[Start of section]
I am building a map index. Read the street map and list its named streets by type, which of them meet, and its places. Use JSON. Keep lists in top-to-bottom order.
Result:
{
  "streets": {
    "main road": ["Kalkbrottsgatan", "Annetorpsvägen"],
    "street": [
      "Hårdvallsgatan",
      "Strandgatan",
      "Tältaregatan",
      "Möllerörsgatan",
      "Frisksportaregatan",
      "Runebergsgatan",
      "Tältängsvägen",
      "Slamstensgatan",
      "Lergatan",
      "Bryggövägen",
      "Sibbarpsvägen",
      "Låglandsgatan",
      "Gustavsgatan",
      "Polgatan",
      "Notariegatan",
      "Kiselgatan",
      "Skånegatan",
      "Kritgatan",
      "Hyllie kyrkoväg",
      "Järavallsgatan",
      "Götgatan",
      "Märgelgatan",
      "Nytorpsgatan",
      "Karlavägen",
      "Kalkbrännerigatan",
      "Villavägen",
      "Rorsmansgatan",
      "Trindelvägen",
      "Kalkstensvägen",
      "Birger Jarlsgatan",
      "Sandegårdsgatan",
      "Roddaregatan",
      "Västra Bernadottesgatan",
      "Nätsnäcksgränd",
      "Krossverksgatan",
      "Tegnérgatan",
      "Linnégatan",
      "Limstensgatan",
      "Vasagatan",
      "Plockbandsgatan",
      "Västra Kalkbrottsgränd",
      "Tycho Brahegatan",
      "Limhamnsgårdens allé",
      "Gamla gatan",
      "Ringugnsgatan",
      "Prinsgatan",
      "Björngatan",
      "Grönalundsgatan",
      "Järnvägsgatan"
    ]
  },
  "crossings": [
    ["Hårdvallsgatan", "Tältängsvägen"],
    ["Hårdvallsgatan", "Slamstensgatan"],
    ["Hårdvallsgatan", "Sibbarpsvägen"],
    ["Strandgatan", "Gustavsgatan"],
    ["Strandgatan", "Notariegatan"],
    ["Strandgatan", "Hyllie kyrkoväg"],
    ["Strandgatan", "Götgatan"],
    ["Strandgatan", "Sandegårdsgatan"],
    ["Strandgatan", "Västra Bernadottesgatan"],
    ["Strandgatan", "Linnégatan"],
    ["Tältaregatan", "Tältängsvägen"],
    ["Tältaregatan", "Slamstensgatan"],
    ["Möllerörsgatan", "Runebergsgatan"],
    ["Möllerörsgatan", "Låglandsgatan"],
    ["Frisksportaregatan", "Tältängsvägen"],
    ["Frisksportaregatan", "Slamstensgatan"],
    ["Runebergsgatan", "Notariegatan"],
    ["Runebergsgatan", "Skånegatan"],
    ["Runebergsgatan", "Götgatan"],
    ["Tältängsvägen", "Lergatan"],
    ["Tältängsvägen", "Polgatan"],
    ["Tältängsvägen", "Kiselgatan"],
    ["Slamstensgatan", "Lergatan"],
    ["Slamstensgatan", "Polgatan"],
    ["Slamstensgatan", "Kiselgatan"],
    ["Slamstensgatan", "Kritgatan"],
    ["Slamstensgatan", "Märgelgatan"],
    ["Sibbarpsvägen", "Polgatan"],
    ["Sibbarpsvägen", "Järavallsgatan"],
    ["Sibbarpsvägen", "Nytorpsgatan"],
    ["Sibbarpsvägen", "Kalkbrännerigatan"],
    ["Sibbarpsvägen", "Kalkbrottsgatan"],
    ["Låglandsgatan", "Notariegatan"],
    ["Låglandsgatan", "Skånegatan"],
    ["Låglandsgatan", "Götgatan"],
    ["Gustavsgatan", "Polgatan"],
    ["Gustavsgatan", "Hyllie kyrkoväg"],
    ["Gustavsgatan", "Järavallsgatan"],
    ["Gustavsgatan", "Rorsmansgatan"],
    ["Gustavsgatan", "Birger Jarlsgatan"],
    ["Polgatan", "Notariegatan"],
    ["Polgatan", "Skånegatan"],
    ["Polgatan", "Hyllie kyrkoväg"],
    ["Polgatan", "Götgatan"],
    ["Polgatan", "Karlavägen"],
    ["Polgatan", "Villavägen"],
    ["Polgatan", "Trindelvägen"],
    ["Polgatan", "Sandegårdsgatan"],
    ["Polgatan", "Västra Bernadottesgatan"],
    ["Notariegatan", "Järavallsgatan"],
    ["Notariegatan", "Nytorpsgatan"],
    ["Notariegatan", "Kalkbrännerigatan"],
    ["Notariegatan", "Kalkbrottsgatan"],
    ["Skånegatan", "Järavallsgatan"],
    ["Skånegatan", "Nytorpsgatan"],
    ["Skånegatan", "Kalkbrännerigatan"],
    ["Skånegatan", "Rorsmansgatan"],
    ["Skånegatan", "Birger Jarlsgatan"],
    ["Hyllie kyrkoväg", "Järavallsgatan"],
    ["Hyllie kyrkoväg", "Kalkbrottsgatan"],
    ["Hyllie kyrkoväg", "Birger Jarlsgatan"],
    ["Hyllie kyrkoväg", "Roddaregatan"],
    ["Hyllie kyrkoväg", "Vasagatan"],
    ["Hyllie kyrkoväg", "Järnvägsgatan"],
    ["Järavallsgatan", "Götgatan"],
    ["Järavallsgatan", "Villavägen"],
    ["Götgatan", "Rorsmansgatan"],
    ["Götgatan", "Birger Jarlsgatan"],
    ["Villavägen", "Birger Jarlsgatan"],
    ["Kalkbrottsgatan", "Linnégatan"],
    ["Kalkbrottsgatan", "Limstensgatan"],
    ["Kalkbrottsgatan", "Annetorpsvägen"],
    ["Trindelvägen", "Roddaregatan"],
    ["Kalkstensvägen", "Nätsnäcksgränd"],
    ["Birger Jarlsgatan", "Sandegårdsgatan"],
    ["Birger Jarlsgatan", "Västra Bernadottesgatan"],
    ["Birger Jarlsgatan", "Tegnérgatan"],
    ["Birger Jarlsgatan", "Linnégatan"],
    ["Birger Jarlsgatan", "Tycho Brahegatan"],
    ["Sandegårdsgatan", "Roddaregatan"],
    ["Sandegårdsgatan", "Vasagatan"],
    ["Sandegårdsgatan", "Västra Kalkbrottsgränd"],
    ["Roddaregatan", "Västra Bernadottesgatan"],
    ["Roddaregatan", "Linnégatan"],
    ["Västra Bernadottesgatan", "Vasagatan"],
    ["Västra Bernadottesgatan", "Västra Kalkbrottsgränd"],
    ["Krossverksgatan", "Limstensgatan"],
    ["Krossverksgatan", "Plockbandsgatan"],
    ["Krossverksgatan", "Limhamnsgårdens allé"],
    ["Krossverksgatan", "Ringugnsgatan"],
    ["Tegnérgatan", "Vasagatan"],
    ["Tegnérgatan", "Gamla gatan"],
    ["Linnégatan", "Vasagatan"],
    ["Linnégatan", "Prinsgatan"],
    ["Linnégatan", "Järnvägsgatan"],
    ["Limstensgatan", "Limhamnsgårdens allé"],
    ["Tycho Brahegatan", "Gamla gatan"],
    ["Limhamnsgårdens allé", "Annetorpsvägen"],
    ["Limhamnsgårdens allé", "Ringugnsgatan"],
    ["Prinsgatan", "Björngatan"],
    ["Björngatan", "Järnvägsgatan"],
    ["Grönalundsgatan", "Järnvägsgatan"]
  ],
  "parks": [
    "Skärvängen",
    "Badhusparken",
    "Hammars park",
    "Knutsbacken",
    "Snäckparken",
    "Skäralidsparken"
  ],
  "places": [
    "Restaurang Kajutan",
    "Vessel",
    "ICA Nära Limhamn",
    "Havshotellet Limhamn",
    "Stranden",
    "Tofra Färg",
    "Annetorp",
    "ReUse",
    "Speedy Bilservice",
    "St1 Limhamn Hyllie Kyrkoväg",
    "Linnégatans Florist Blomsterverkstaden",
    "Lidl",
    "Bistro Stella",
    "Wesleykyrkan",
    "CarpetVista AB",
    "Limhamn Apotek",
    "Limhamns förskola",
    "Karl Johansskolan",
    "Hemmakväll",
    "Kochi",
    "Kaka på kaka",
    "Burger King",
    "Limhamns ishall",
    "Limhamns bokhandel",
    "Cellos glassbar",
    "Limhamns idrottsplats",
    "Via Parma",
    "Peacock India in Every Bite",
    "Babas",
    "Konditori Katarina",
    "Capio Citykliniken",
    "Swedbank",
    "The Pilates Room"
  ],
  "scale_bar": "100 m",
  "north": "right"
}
[End of section]
• _Exercise goal_
The answer must consist of each line in the entries above that includes "Sandegårdsgatan".

• _Response to the task_
      "Sandegårdsgatan",
    ["Strandgatan", "Sandegårdsgatan"],
    ["Polgatan", "Sandegårdsgatan"],
    ["Birger Jarlsgatan", "Sandegårdsgatan"],
    ["Sandegårdsgatan", "Roddaregatan"],
    ["Sandegårdsgatan", "Vasagatan"],
    ["Sandegårdsgatan", "Västra Kalkbrottsgränd"],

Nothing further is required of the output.